[[ SUPPLIED RECORDS open ]]

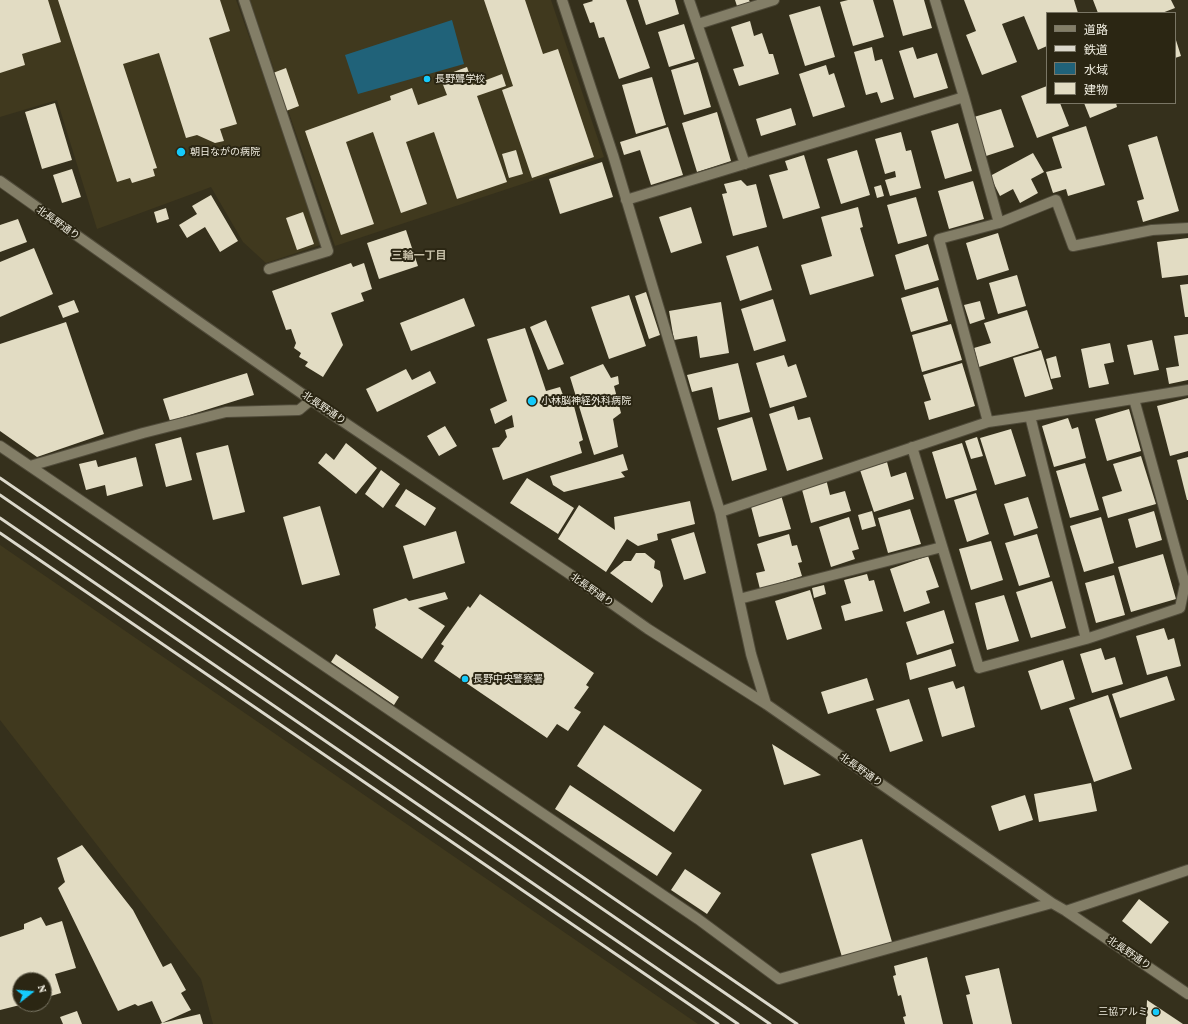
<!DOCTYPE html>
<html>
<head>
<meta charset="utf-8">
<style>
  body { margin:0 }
  #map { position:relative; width:1188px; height:1024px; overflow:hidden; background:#35301c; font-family:"Crimson Pro","Noto Sans JP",serif }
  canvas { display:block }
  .legend { position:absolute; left:1046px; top:12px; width:130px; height:92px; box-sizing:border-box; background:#2b2613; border:1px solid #7a7665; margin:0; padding:5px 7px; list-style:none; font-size:12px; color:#f0ede0 }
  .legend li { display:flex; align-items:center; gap:8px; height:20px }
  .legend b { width:20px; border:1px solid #7a7665 }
  .north { position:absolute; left:12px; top:972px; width:40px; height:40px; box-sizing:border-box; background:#2b2613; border:1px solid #7a7665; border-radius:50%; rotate:73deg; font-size:11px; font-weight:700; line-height:16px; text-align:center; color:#f0ede0 }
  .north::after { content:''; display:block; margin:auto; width:14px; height:18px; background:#15cafb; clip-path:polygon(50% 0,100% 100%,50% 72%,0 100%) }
</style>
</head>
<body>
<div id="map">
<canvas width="1188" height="1024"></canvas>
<ul class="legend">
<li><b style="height:5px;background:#837e67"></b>道路</li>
<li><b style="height:5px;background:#dcd9cc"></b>鉄道</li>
<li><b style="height:11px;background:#206279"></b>水域</li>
<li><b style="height:11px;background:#e2dcc3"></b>建物</li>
</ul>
<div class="north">N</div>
</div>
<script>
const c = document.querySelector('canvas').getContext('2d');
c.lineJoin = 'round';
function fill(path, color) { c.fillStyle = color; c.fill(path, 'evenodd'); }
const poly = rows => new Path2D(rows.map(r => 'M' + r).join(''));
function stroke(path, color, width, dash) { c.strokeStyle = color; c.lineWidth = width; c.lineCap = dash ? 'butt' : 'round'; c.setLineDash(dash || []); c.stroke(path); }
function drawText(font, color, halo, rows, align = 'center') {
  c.font = font + ' "Crimson Pro","Noto Sans JP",serif'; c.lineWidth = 4; c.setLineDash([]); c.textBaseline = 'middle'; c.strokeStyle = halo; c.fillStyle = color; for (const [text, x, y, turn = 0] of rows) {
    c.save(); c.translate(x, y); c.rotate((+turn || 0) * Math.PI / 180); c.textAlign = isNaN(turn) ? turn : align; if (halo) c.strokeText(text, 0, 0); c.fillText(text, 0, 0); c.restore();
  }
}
const built = poly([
  [0,0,236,0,261,70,320,245,266,263,243,242,211,187,97,229,57,100,0,117],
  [250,0,551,0,604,157,335,246],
  [0,545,698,1024,213,1024,201,979,0,720]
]);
const water = poly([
  [452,20,464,64,358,94,345,55]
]);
const building = poly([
  [0,0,48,0,61,42,22,54,25,65,0,73],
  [58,0,220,0,230,31,209,38,237,124,220,129,224,141,215,143,197,135,186,138,159,53,123,64,157,168,153,169,155,176,132,183,130,178,117,182],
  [484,0,525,0,543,54,558,49,594,157,532,178,502,90,513,86],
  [592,0,626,0,650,68,619,79,604,37,599,38,594,22,590,23,583,4,593,1],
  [638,0,675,0,679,14,646,25],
  [735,0,749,0,750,2,737,6],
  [848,0,873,0,884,37,853,46,840,2],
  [893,0,924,0,932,28,903,36],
  [964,0,1074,0,1078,13,1047,13,1047,46,1038,50,1024,16,1002,24,1017,62,982,75,966,35,976,31],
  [1093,0,1171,0,1175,8,1162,13,1098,13],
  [820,6,835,57,805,66,789,15],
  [750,21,754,36,762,33,769,54,773,54,779,74,739,86,733,69,744,66,731,27],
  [684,24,695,59,669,67,658,32],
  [1175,37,1181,56,1175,58],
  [872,47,875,61,882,59,894,99,881,103,877,92,866,95,854,52],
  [913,47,917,59,937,53,948,88,914,98,899,51],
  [698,62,711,107,684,115,671,70],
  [826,65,829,75,834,73,845,107,813,117,799,74],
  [467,67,473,85,502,74,506,86,477,96,507,182,457,199,434,132,406,142,427,204,401,213,373,132,346,142,374,224,341,235,305,131,391,100,390,96,412,88,418,105,447,95,440,77],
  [286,68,299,106,286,111,273,73],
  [652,77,666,125,636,134,622,85],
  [1047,86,1047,103,1060,103,1069,126,1037,138,1021,96],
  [55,103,72,160,42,169,25,112],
  [1084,103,1116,103,1117,107,1090,118],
  [791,108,796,125,761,136,756,119],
  [1001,109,1014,147,986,156,974,117],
  [717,112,731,161,697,172,682,123],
  [958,123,972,171,945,179,931,131],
  [1086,126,1105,185,1068,196,1066,189,1053,193,1046,172,1062,168,1052,137],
  [668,127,683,175,651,185,640,150,624,155,620,142],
  [901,132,906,151,911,150,921,188,890,196,885,180,896,177,895,171,885,174,875,139],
  [1157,136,1179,211,1143,222,1137,201,1144,199,1128,145],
  [516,150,523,174,509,178,502,154],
  [857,150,870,195,841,204,827,159],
  [1033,153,1044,172,1031,179,1038,193,1020,203,1013,189,1000,196,990,176],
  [804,155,820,208,783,219,769,175,788,170,785,161],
  [602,162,613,197,560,214,549,179],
  [72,169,81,197,62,203,53,175],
  [741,180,747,186,756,184,767,227,733,236,722,194,727,193,724,184],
  [973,181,984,219,949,229,938,191],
  [881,185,884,196,877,198,874,187],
  [211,195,238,241,220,252,205,227,187,238,179,225,197,214,192,206],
  [916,197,927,236,898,244,887,205],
  [691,207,702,243,671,253,659,217],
  [858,207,863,227,860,228,874,276,810,295,801,265,832,256,821,217],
  [166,208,169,219,157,223,154,212],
  [303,212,314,244,297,250,286,218],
  [18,219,27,242,0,252,0,225],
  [406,230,418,266,379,279,367,243],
  [998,233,1009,270,977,280,966,243],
  [1188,238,1188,275,1162,278,1157,242],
  [928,244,939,280,905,290,895,255],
  [758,246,772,290,740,301,726,256],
  [34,248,53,294,0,317,0,262],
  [351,263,353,267,364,263,372,289,361,293,364,301,331,313,343,345,323,377,305,366,308,362,299,357,301,353,294,348,296,343,291,329,286,330,272,291],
  [1017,275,1026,306,998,314,989,283],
  [1188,284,1188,317,1185,317,1180,285],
  [938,287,948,321,911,332,901,298],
  [646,292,660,335,649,339,635,296],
  [629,295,646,346,609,359,591,307],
  [464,298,475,326,411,351,400,323],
  [773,299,786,341,754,351,741,309],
  [74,300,79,312,63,318,58,306],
  [980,301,985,319,970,324,964,305],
  [721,302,729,353,700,358,697,336,674,340,669,311],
  [1027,310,1039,348,979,367,974,348,991,343,984,323],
  [546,320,564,364,548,370,530,327],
  [66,322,104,434,37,457,0,431,0,344],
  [951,324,962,360,922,372,912,335],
  [525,328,546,391,560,387,563,395,571,395,583,440,579,442,582,453,503,480,492,448,499,447,507,437,505,430,514,427,512,415,495,424,490,409,507,401,487,339],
  [1188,334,1188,380,1169,384,1166,368,1179,366,1174,336],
  [1152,340,1159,370,1134,375,1127,345],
  [1110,343,1114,362,1104,364,1109,384,1089,388,1081,349],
  [1041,350,1053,389,1025,397,1013,358],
  [784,355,788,367,796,364,807,397,770,408,756,363],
  [1056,356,1061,377,1051,379,1046,359],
  [738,363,750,412,719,420,712,387,692,392,687,375],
  [962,363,975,406,929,420,924,402,931,400,923,375],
  [603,364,611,378,618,376,619,384,614,386,621,413,613,419,618,447,594,455,570,377],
  [406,369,412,380,430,371,436,383,377,412,366,389],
  [247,373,254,395,170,421,163,399],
  [1188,398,1188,451,1170,456,1157,406],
  [794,406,798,420,810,417,823,459,787,471,769,414],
  [1129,409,1141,451,1107,461,1095,419],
  [752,417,767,470,732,481,717,428],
  [1068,418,1072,429,1078,427,1086,458,1054,467,1042,426],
  [445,426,457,446,439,456,427,436],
  [1011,429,1026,476,995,485,980,438],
  [181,437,192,480,166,487,155,444],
  [977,437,983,456,971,459,965,441],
  [346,443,377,468,356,494,318,463,326,453,334,460],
  [962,443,977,490,946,499,932,452],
  [228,445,245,512,213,520,196,453],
  [623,454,628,470,621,472,625,477,564,492,553,485,550,476],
  [1141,456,1156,504,1108,518,1102,497,1122,491,1113,464],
  [136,457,143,486,107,496,105,485,86,490,79,464,96,460,98,467],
  [1188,457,1188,500,1187,500,1177,460],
  [887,462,891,477,906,472,914,499,874,512,860,470],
  [1085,463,1099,510,1070,518,1056,471],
  [381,470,400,484,383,508,365,494],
  [527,478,574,508,558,534,510,503],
  [826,479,830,495,845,491,851,511,811,523,801,486],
  [406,489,436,508,425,526,395,506],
  [976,493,989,534,967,542,954,500],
  [781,495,791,529,759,537,750,503],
  [1028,497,1038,528,1014,536,1004,504],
  [690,501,695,524,657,534,658,540,638,546,627,539,606,572,558,539,579,505,615,530,614,517],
  [320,506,340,575,302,585,283,517],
  [910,509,921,544,888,553,878,518],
  [872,511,876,526,862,530,858,515],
  [1154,511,1162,540,1136,548,1128,519],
  [849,517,859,549,852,551,855,559,831,567,819,527],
  [1101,517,1114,563,1084,572,1070,526],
  [456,531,465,563,413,579,403,546],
  [694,532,706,573,684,580,671,539],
  [789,534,792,546,797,545,802,562,798,563,802,576,760,589,756,573,765,571,757,544],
  [1037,534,1050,577,1019,586,1005,543],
  [991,541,1003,580,971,590,959,549],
  [636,553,645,553,655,561,654,568,660,571,663,586,652,603,610,573,624,561,631,561],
  [1163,554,1176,599,1131,612,1118,567],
  [928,556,939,587,926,591,930,603,904,612,890,569],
  [867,574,869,581,874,580,883,611,845,621,841,606,851,603,844,580],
  [1114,575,1125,615,1096,623,1085,583],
  [1052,581,1066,628,1031,638,1016,592],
  [824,585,826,594,814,598,812,588],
  [810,590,822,629,787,640,775,601],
  [445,592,448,599,418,608,445,626,422,659,375,628,376,625,373,609,406,598,409,601],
  [480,594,594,673,586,685,589,687,574,708,581,712,568,731,557,724,547,738,434,661,444,646,441,644,468,606,470,608],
  [1004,595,1019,641,987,650,975,603],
  [944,610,954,643,917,655,906,622],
  [1164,628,1168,640,1174,638,1181,666,1147,675,1136,636],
  [1101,648,1105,660,1115,657,1123,684,1092,693,1080,654],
  [951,649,956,666,910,680,906,663],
  [336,654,399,697,394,705,331,662],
  [1063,660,1075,699,1041,710,1028,671],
  [1167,676,1175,700,1120,718,1112,694],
  [867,678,874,700,828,714,821,692],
  [953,681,956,689,964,686,975,727,942,737,928,688],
  [1108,695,1132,769,1094,782,1069,708],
  [909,699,923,741,890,752,876,709],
  [604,725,702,790,674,832,577,766],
  [772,744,821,775,784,785],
  [1091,783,1097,811,1039,822,1034,794],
  [570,785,672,853,657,876,555,809],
  [1025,795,1033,820,999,831,991,806],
  [862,839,892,942,842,957,811,854],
  [82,845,133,910,163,967,171,963,186,990,181,993,191,1010,162,1023,200,1014,203,1024,160,1024,162,1023,152,1001,138,1006,135,1004,118,1011,58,888,65,882,57,858],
  [685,869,721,893,707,914,671,890],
  [1139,899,1169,922,1151,944,1122,921],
  [41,917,46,926,62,921,76,968,55,974,61,993,44,998,44,980,20,980,20,1005,0,1010,0,937,24,929,24,924],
  [927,957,943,1024,905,1024,903,1017,906,1016,901,995,898,996,893,976,896,975,894,966],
  [999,968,1012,1024,973,1024,966,995,970,994,965,976],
  [1147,1000,1183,1024,1146,1024],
  [77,1011,82,1024,63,1024,60,1017]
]);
const minor = poly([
  [244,0,328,251,269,269],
  [562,0,613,155,720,512,751,654,766,704],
  [689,0,745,164],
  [935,0,964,97,999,223],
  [698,24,774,0],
  [0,181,189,315,311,400,577,579,648,629,766,704,1052,903,1066,911,1188,994],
  [626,200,964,97],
  [1134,399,1185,584,1188,583],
  [1030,416,1086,639],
  [988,422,939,239,999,223,1056,200,1073,246,1152,230,1188,228],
  [0,446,698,919,779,979,1052,903],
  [912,447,979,668,1086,639,1180,608,1185,584],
  [30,466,143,433,226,412,299,410,311,400],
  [720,512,988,422,1030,416,1188,390],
  [739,599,942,547],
  [1066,911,1188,870]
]);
const rail = poly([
  [0,478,797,1024],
  [0,495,770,1024],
  [0,518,738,1024],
  [0,533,718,1024]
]);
const markers = [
  [427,79,4,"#15cafb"],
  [181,152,5,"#15cafb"],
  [532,401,5,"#15cafb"],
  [465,679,4,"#15cafb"],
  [1156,1012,4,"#15cafb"]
];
const poiNames = [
  ["長野聾学校",435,79],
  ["朝日ながの病院",190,152],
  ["小林脳神経外科病院",541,401],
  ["長野中央警察署",473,679],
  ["三協アルミ",1148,1012,"right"]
];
const streetNames = [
  ["北長野通り",58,223,35],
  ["北長野通り",324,408,34],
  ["北長野通り",592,590,35],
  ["北長野通り",861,770,35],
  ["北長野通り",1129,953,34]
];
const neighbourhoodNames = [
  ["三輪一丁目",419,256]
];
fill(built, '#40391e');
fill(water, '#206279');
fill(building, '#e2dcc3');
stroke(minor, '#504b3a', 12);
stroke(minor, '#837e67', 10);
stroke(rail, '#dcd9cc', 3);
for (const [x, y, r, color] of markers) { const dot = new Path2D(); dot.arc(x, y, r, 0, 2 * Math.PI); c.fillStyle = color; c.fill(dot); stroke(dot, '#2b2613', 1.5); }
drawText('10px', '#f0ede0', '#2b2613', poiNames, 'left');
drawText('10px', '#f0ede0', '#2b2613', streetNames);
drawText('bold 11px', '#c7c0a8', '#2b2613', neighbourhoodNames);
</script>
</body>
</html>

[[ SUPPLIED RECORDS closed ]]

### TASK DIRECTIONS
Only the lines that contain the string "function" are to be copied from the records.

### ANSWER
function fill(path, color) { c.fillStyle = color; c.fill(path, 'evenodd'); }
function stroke(path, color, width, dash) { c.strokeStyle = color; c.lineWidth = width; c.lineCap = dash ? 'butt' : 'round'; c.setLineDash(dash || []); c.stroke(path); }
function drawText(font, color, halo, rows, align = 'center') {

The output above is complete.